⟨
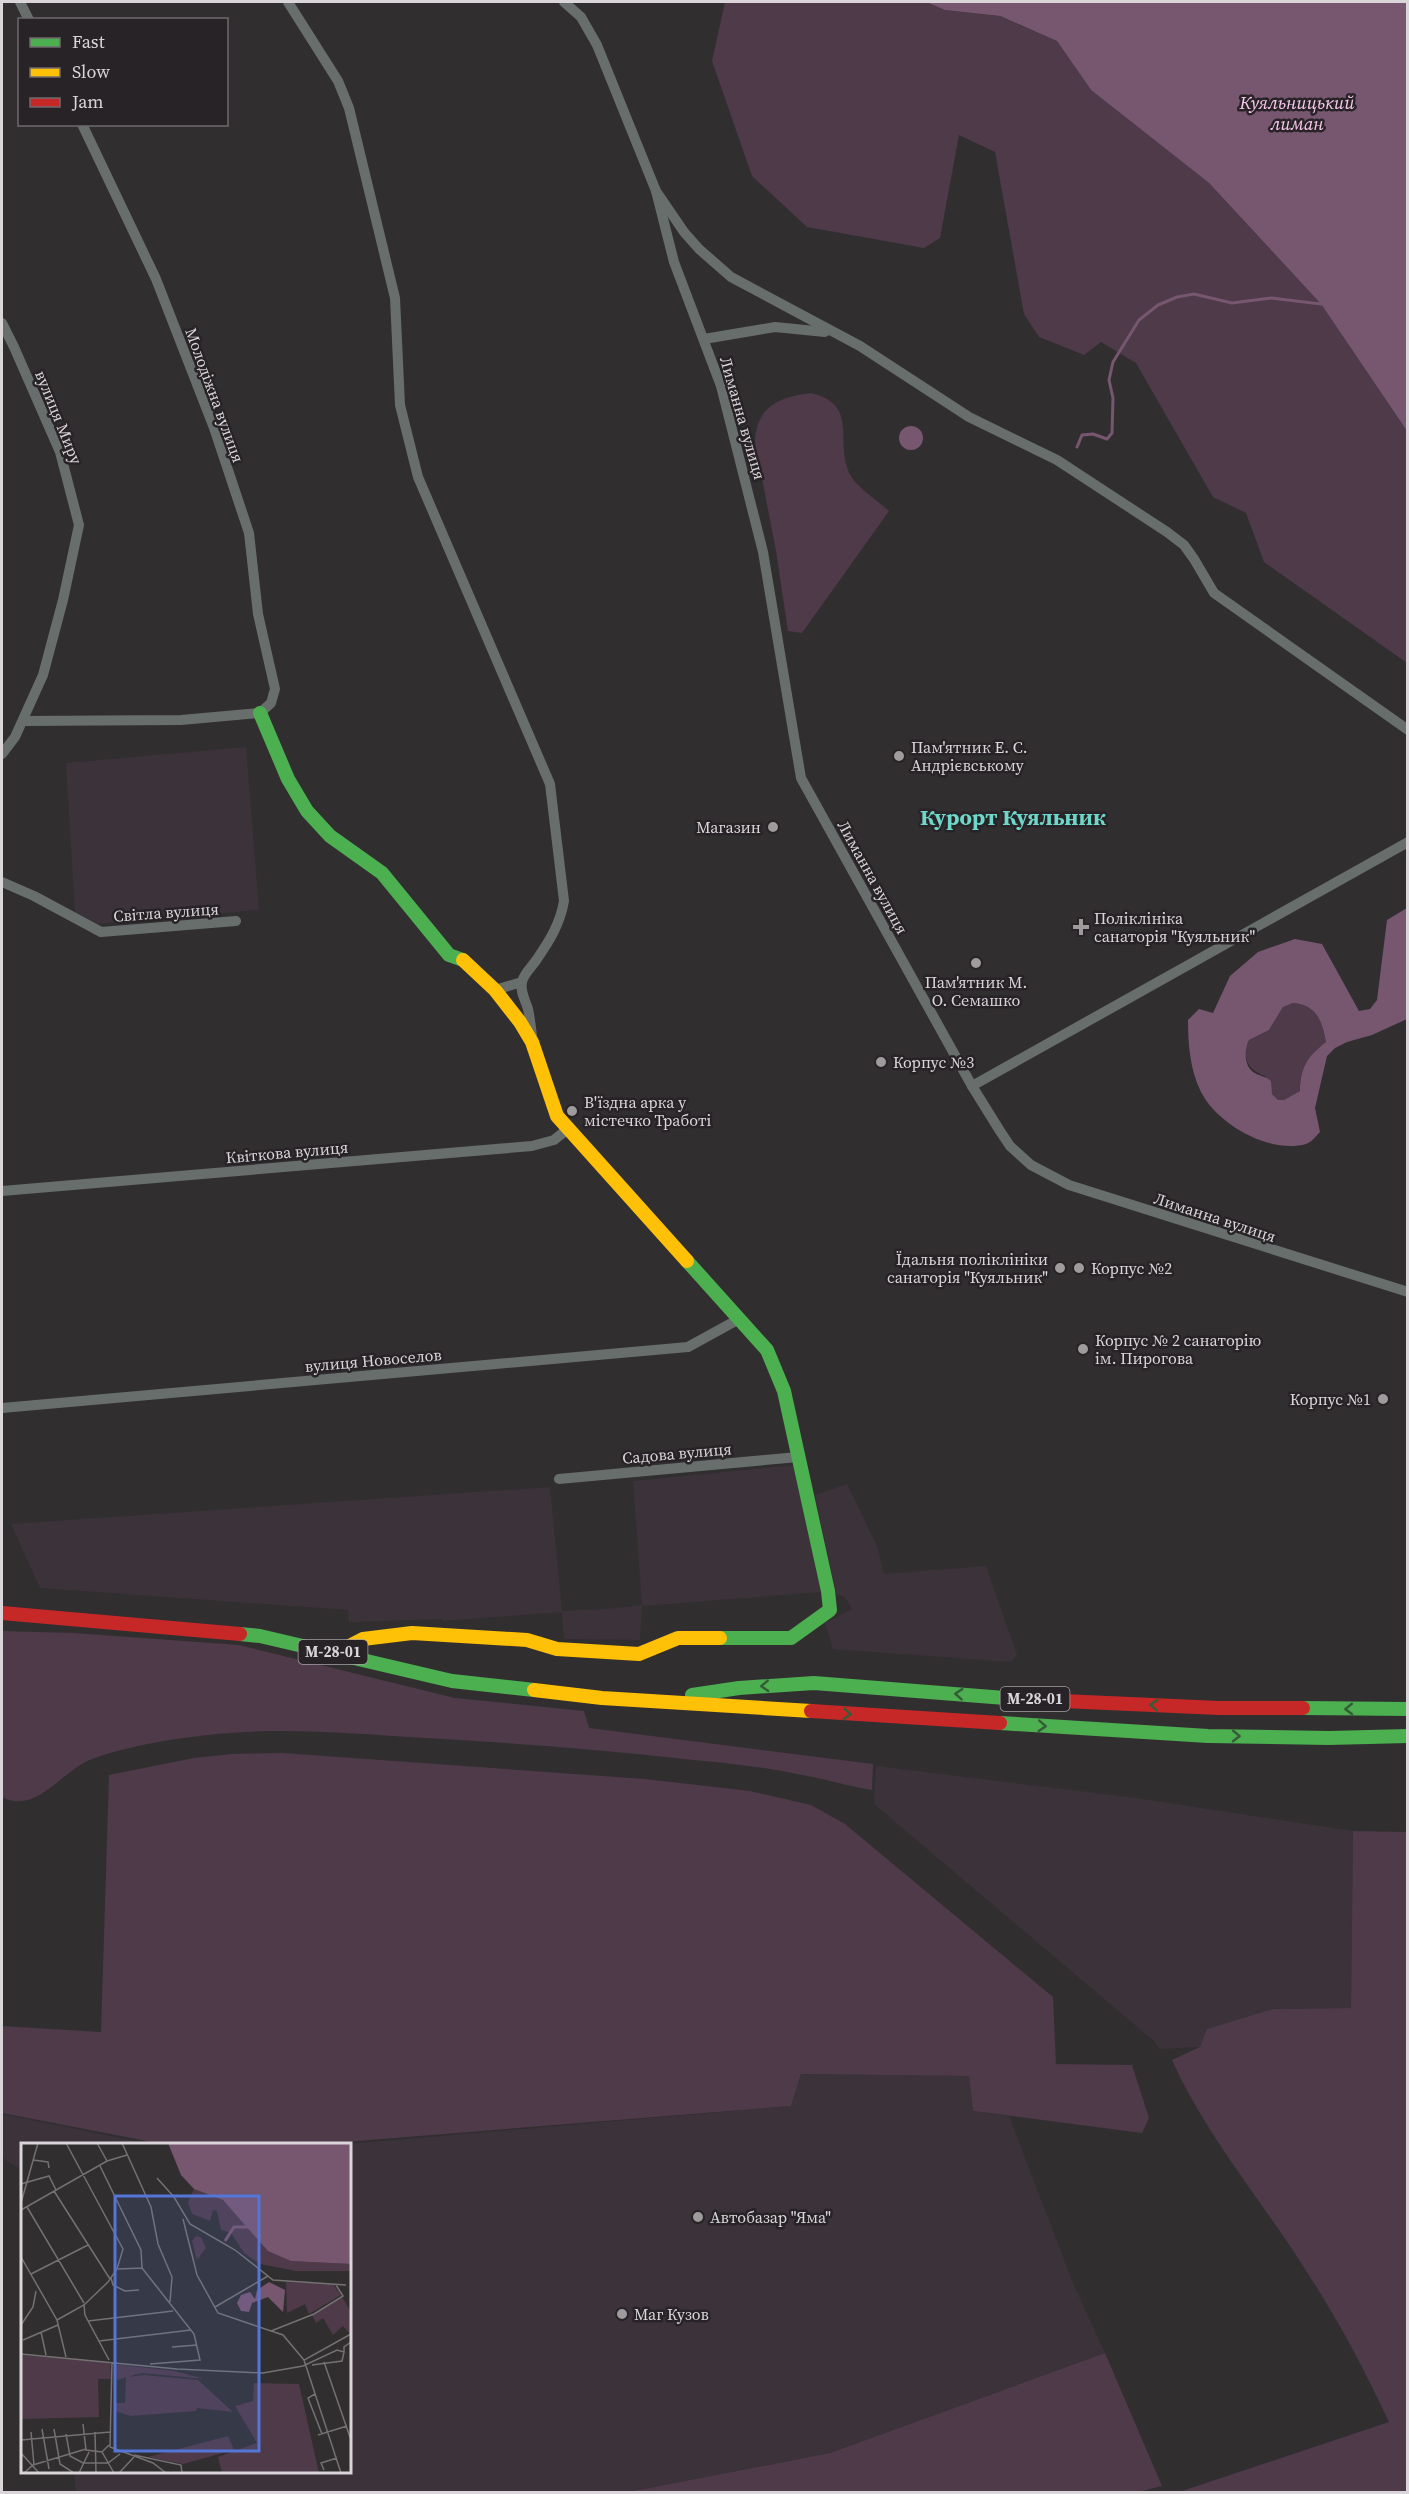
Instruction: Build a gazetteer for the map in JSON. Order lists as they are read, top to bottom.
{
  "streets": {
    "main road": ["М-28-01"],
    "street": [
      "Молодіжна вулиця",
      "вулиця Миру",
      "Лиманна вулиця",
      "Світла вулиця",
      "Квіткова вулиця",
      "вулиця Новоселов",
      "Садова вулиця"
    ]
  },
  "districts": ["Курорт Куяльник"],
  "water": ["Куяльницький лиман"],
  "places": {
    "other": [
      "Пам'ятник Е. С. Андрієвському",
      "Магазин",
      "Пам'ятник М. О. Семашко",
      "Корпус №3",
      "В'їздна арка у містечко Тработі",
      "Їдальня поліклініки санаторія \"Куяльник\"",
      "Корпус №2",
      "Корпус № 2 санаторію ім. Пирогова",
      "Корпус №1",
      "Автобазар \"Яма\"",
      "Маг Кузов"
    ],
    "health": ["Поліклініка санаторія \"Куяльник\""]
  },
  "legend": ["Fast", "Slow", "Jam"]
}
⟩
**WHAT THE TASK REQUIRES**. All entries above are to be set down word for word, and the pictures are to be left out.

**THE COMPLETED TASK**.
Instruction: Build a gazetteer for the map in JSON. Order lists as they are read, top to bottom.
{
  "streets": {
    "main road": ["М-28-01"],
    "street": [
      "Молодіжна вулиця",
      "вулиця Миру",
      "Лиманна вулиця",
      "Світла вулиця",
      "Квіткова вулиця",
      "вулиця Новоселов",
      "Садова вулиця"
    ]
  },
  "districts": ["Курорт Куяльник"],
  "water": ["Куяльницький лиман"],
  "places": {
    "other": [
      "Пам'ятник Е. С. Андрієвському",
      "Магазин",
      "Пам'ятник М. О. Семашко",
      "Корпус №3",
      "В'їздна арка у містечко Тработі",
      "Їдальня поліклініки санаторія \"Куяльник\"",
      "Корпус №2",
      "Корпус № 2 санаторію ім. Пирогова",
      "Корпус №1",
      "Автобазар \"Яма\"",
      "Маг Кузов"
    ],
    "health": ["Поліклініка санаторія \"Куяльник\""]
  },
  "legend": ["Fast", "Slow", "Jam"]
}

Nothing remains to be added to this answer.